Showing posts with label joke. Show all posts
Showing posts with label joke. Show all posts

Tuesday, January 24, 2017

An old man married a wife than his small ten years old

An old man married a wife than his small ten years old, has recently failed to meet her! My wife recently stewed me every day ginseng, sea cucumber, velvet impotence. The old man is very upset, I feel this is not a solution to the problem, so seek medical help! The doctor said: "If ginseng, sea cucumber, velvet does not work, try eggplant, cucumber, carrot!





Monday, January 23, 2017

Today, suddenly want to eat lollipops

Today, suddenly want to eat lollipops, but forget the name of the lollipop, so he asked a small partner: "The lollipop is called the Himalayas or Mount Everest to?" Little partner looked at me and said: "You It 's the Alps.






Somewhere on the Atlantic

Somewhere on the Atlantic, the Soviet Union and the US nuclear submarine happened to float in one place. In this case,
The crew of the Soviet submarines stood on the deck in disorderly order, half-drunk captain angrily shouted:
Who threw the boots on the console?

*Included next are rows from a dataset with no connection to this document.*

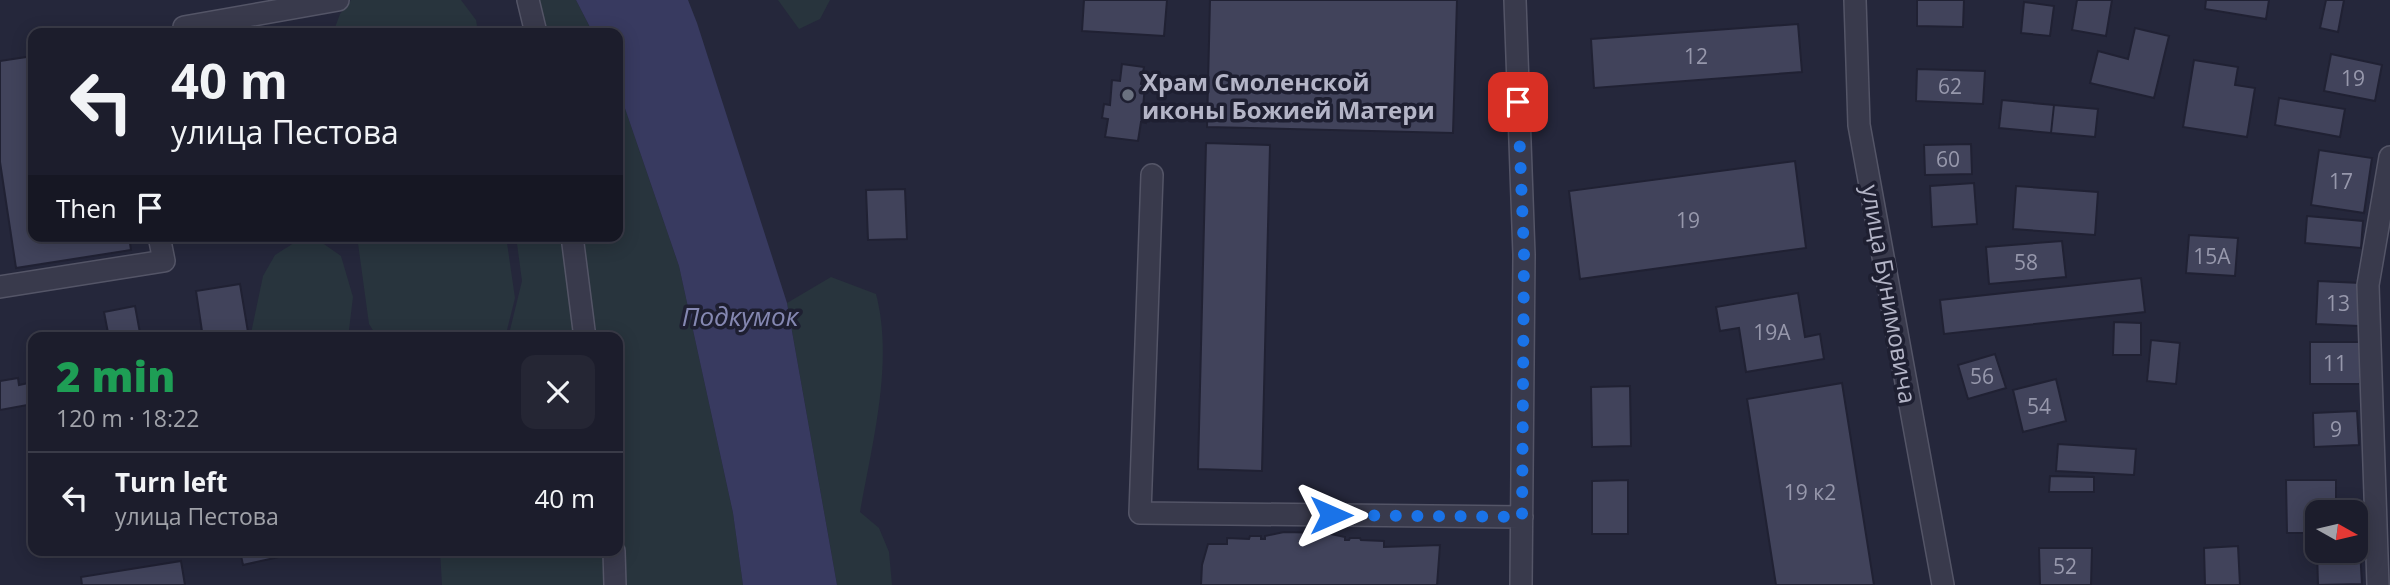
<!DOCTYPE html>
<meta charset="utf-8">
<style>
body{margin:0;font-family:"Open Sans",sans-serif;background:#252634;color:#f1f3f6;height:100vh;display:flex;flex-direction:column;font-size:26px;white-space:nowrap}
*{box-sizing:border-box;margin:0}
p{font-size:23px;color:#a0a2a9}
.icon{flex:none;width:38px;height:38px;fill:none;stroke:currentColor;stroke-width:2;stroke-linecap:round;stroke-linejoin:round}
.map{position:relative;flex:1;overflow:hidden}
.details{position:absolute;left:28px;top:332px;width:595px;height:224px;display:flex;flex-direction:column;background:#1c1d2c;border-radius:14px;box-shadow:0 4px 18px #0003,0 0 0 2px #3a3b48}
.details>*{flex:none}
.top-card{position:absolute;left:28px;top:28px;width:595px;height:214px;border-radius:14px;box-shadow:0 4px 18px #0003,0 0 0 2px #3a3b48;background:#1c1d2c;color:#f1f3f6;overflow:hidden}
.needle{width:46px;rotate:98deg}
.fabs{position:absolute;left:2305px;top:500px;display:grid;gap:14px}
.fabs a{display:grid;place-items:center;width:63px;height:63px;border-radius:14px;background:#1c1d2c;box-shadow:0 4px 18px #0003,0 0 0 2px #3a3b48;font-size:35px}
.pin{position:absolute;display:grid;place-items:center;width:60px;height:60px;color:#fff;margin:-30px;border-radius:14px;box-shadow:0 4px 10px #0006}
.me{position:absolute;width:77px;margin:-38px;rotate:90deg;stroke-linejoin:round;filter:drop-shadow(0 0 5px #0008)}
.turn{display:flex;align-items:center;gap:24px;height:147px;padding:0 28px;font-size:32px}
.turn .icon{width:91px;height:91px;stroke-width:2.5}
.turn b{display:block;font-size:49px;line-height:60px}
.then{display:flex;align-items:center;height:66px;padding:0 28px;background:#0003;gap:14px;font-size:26px}
.round{display:grid;place-items:center;flex:none;width:74px;height:74px;border-radius:14px;background:#252634}
.summary{display:flex;align-items:center;justify-content:space-between;height:119px;padding:0 28px}
h1{font-size:42px;font-weight:800;line-height:52px;color:#1e9e55}
ul{padding:0;list-style:none}
li{display:flex;align-items:center;gap:21px;height:91px;padding:0 28px;border-top:2px solid #3a3b48}
li div{flex:1}
li b{display:block;font-size:26px}
li em{font-style:normal}
.map>svg:first-child{display:block}
</style>
<div class="map">
<svg width="2390" height="585" viewBox="0 0 2390 585">
<rect width="100%" height="100%" fill="#25273b"/>
<path fill="#28343d" d="M 351,0 L 461,0 L 476,20 L 478,33 L 333,33 L 340,14 Z
M 539,0 L 576,0 L 593,33 L 546,33 Z
M 778,0 L 830,0 L 820,19 L 799,29 Z
M 618,88 L 679,266 L 733,513 L 743,585 L 624,585 L 622,489 L 618,464 L 618,338 L 597,338 L 582,236 L 618,236 Z
M 357,236 L 506,236 L 515,298 L 506,334 L 502,338 L 378,338 L 369,324 Z
M 516,236 L 562,236 L 574,338 L 508,338 L 522,281 Z
M 297,241 L 321,242 L 341,256 L 353,297 L 348,338 L 250,338 L 263,276 L 275,255 Z
M 831,277 L 876,294 C 894,362 872,444 860,512 L 879,528 L 889,552 L 892,585 L 837,585 L 787,303 Z
M 440,551 L 605,551 L 607,585 L 442,585 Z"/>
<path fill="#383a60" d="M 576,0 L 688,0 L 697,23 L 787,303 L 837,585 L 743,585 L 733,513 L 679,266 L 618,88 L 618,33 L 593,33 Z"/>
<path fill="#41435b" stroke="#202133" stroke-width="2" d="M 1084,0 L 1167,0 L 1164,36 L 1082,31 Z
M 1210,0 L 1457,0 L 1453,133 L 1207,127 Z
M 1917,0 L 1964,0 L 1963,27 L 1917,26 Z
M 2077,0 L 2112,0 L 2106,36 L 2072,30 Z
M 2206,0 L 2269,0 L 2266,19 L 2205,9 Z
M 2326,0 L 2344,0 L 2338,32 L 2320,28 Z
M 2024,2 L 2054,6 L 2050,36 L 2021,33 Z
M 1798,24 L 1802,72 L 1594,88 L 1591,39 Z
M 2135,28 L 2169,36 L 2154,98 L 2090,83 L 2098,51 L 2128,59 Z
M 2331,54 L 2382,65 L 2375,101 L 2324,91 Z
M 33,56 L 33,236 L 129,236 L 131,250 L 16,268 L 0,162 L 0,61 Z
M 2194,60 L 2238,67 L 2235,85 L 2255,88 L 2247,137 L 2183,127 Z
M 1122,64 L 1144,67 L 1141,84 L 1145,85 L 1143,108 L 1148,109 L 1146,123 L 1141,122 L 1138,141 L 1105,137 L 1108,119 L 1102,118 L 1104,104 L 1110,105 L 1112,80 L 1120,81 Z
M 1917,69 L 1985,71 L 1983,104 L 1916,101 Z
M 2279,98 L 2345,109 L 2340,137 L 2275,125 Z
M 2002,100 L 2054,105 L 2051,133 L 1999,128 Z
M 2054,105 L 2098,109 L 2095,137 L 2051,133 Z
M 1206,143 L 1270,145 L 1262,471 L 1198,469 Z
M 1971,144 L 1972,174 L 1925,175 L 1924,145 Z
M 2319,150 L 2372,158 L 2364,213 L 2311,205 Z
M 1795,161 L 1806,248 L 1580,279 L 1569,191 Z
M 1974,183 L 1977,224 L 1932,227 L 1930,186 Z
M 2016,186 L 2098,192 L 2095,235 L 2013,229 Z
M 905,189 L 907,239 L 868,240 L 866,190 Z
M 2307,216 L 2363,221 L 2361,248 L 2305,243 Z
M 2189,235 L 2238,238 L 2235,276 L 2186,273 Z
M 2062,241 L 2066,277 L 1989,284 L 1986,247 Z
M 2141,278 L 2145,312 L 1944,334 L 1940,300 Z
M 2318,281 L 2361,283 L 2359,326 L 2316,324 Z
M 240,284 L 249,338 L 203,338 L 196,291 Z
M 1798,293 L 1805,337 L 1820,334 L 1824,359 L 1746,372 L 1739,328 L 1720,331 L 1716,307 Z
M 135,306 L 140,333 L 109,338 L 104,312 Z
M 2114,322 L 2141,323 L 2141,355 L 2113,355 Z
M 2151,340 L 2180,343 L 2176,384 L 2147,381 Z
M 2310,342 L 2360,342 L 2360,384 L 2310,384 Z
M 1995,354 L 2006,388 L 1968,399 L 1958,365 Z
M 18,378 L 19,385 L 33,382 L 33,404 L 0,410 L 0,381 Z
M 2056,379 L 2066,421 L 2023,432 L 2013,390 Z
M 1842,383 L 1874,585 L 1776,585 L 1747,399 Z
M 1630,386 L 1631,446 L 1592,447 L 1591,387 Z
M 2357,411 L 2359,445 L 2314,447 L 2313,413 Z
M 2058,444 L 2136,449 L 2134,475 L 2056,471 Z
M 2050,476 L 2094,477 L 2094,492 L 2049,492 Z
M 1628,480 L 1628,534 L 1592,534 L 1592,481 Z
M 2286,480 L 2336,480 L 2336,513 L 2317,513 L 2317,533 L 2287,533 Z
M 1284,532 L 1326,533 L 1345,537 L 1345,540 L 1349,540 L 1350,538 L 1360,538 L 1361,540 L 1384,541 L 1384,547 L 1440,545 L 1437,585 L 1201,585 L 1202,565 L 1208,544 L 1227,544 L 1227,538 L 1249,539 L 1250,536 L 1261,536 L 1261,539 L 1265,539 L 1265,536 Z
M 2238,546 L 2240,585 L 2205,585 L 2204,548 Z
M 2039,548 L 2092,548 L 2091,585 L 2040,585 Z
M 2360,550 L 2362,584 L 2318,585 L 2317,551 Z
M 240,551 L 306,551 L 243,565 Z
M 181,561 L 185,585 L 82,585 L 81,577 Z"/>
<g fill="none" stroke-linecap="round" stroke-linejoin="round">
<g stroke="#545567" stroke-width="24">
<path id="minor" d="M 528,0 L 536,33
M 1515,0 L 1524,255 L 1521,585
M 1855,0 L 1859,125 L 1943,585
M 184,27 L 338,0
M 1152,175 L 1140,513 L 1522,517
M 572,236 L 585,338
M 0,287 L 164,261 L 159,236
M 614,551 L 615,585
M 2378,585 L 2368,285 L 2390,157"/>
</g>
<use href="#minor" stroke="#393a4c" stroke-width="21"/>
</g>
<g fill="none" stroke-linecap="round" stroke-linejoin="round">
<path stroke="#1a73e8" stroke-width="12" stroke-dasharray="0 21.6" d="M 1331,515 L 1522,517 L 1524,254 L 1518,102"/>
</g>
<circle fill="#6b7280" stroke="#1e1f31" stroke-width="2.5" cx="1128" cy="95" r="7"/>
<g text-anchor="middle" dominant-baseline="central" stroke-width="7" stroke-linejoin="round" paint-order="stroke">
<g font-size="21" fill="#9798ac">
<text x="1696" y="56">12</text>
<text x="2353" y="78">19</text>
<text x="1950" y="86">62</text>
<text x="1948" y="159">60</text>
<text x="2341" y="181">17</text>
<text x="1688" y="220">19</text>
<text x="2212" y="256">15А</text>
<text x="2026" y="262">58</text>
<text x="2338" y="303">13</text>
<text x="1772" y="332">19А</text>
<text x="2335" y="363">11</text>
<text x="1982" y="376">56</text>
<text x="2039" y="406">54</text>
<text x="2336" y="429">9</text>
<text x="1810" y="492">19 к2</text>
<text x="2065" y="566">52</text>
</g>
<g font-size="24" font-weight="bold" fill="#b4b5c7" stroke="#1e1f31" text-anchor="start">
<text x="1142" y="81">Храм Смоленской<tspan x="1142" dy="28">иконы Божией Матери</tspan></text>
</g>
<g font-size="24" fill="#b4b5c7" stroke="#1e1f31">
<text transform="translate(1890 294) rotate(80)">улица Бунимовича</text>
</g>
<g font-size="26" font-style="italic" fill="#8588b2" stroke="#1e1f31">
<text x="740" y="316">Подкумок</text>
</g>
</g>
</svg>
<div class="fabs">
<a><svg class="needle" viewBox="-14 -14 28 28"><path d="M0-13l5 13h-10z" fill="#e53935"/><path d="M0 13l5-13h-10z" fill="#a0a2a9"/></svg></a>
</div>
<div class="pin" style="left:1518px;top:102px;background:#d93025"><svg class="icon" aria-label="arrive" viewBox="0 0 24 24"><path d="M6 21V4h12l-3 4 3 4H6"/></svg></div>
<svg class="me" style="left:1331px;top:515px" viewBox="-20 -20 40 40"><path d="M0-17L14 15 0 8-14 15z" fill="#1a73e8" stroke="#fff" stroke-width="4"/></svg>
<div class="top-card">
<div class="turn"><svg class="icon" aria-label="left" viewBox="0 0 24 24"><path d="M17 20v-9H6M10 6l-5 5 5 5"/></svg><div><b>40 m</b>улица Пестова</div></div>
<div class="then">Then<svg class="icon" aria-label="arrive" viewBox="0 0 24 24"><path d="M6 21V4h12l-3 4 3 4H6"/></svg></div>
</div>
<section class="details">
<div class="summary"><div><h1>2 min</h1><p>120 m · 18:22</p></div><a class="round"><svg class="icon" aria-label="close" viewBox="0 0 24 24"><path d="M6 6l12 12M18 6L6 18"/></svg></a></div>
<ul>
<li><svg class="icon" aria-label="left" viewBox="0 0 24 24"><path d="M17 20v-9H6M10 6l-5 5 5 5"/></svg><div><b>Turn left</b><p>улица Пестова</p></div><em>40 m</em></li>
</ul>
</section>
</div>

I ask again: Who his mother threw the boots to the console?
Just on the US submarine deck captain heard,
Compared with the Soviet captain, he not only shaved beard and full of energy. And his men is orderly.
Apparently he was proud. He said: Oh, this is if we in the United States ............
The Soviet captain impatiently interrupted him: the line, has no United States it! "
Then he continued to roar to his men: "I ask again, who his mother threw the boots on the console go ?!"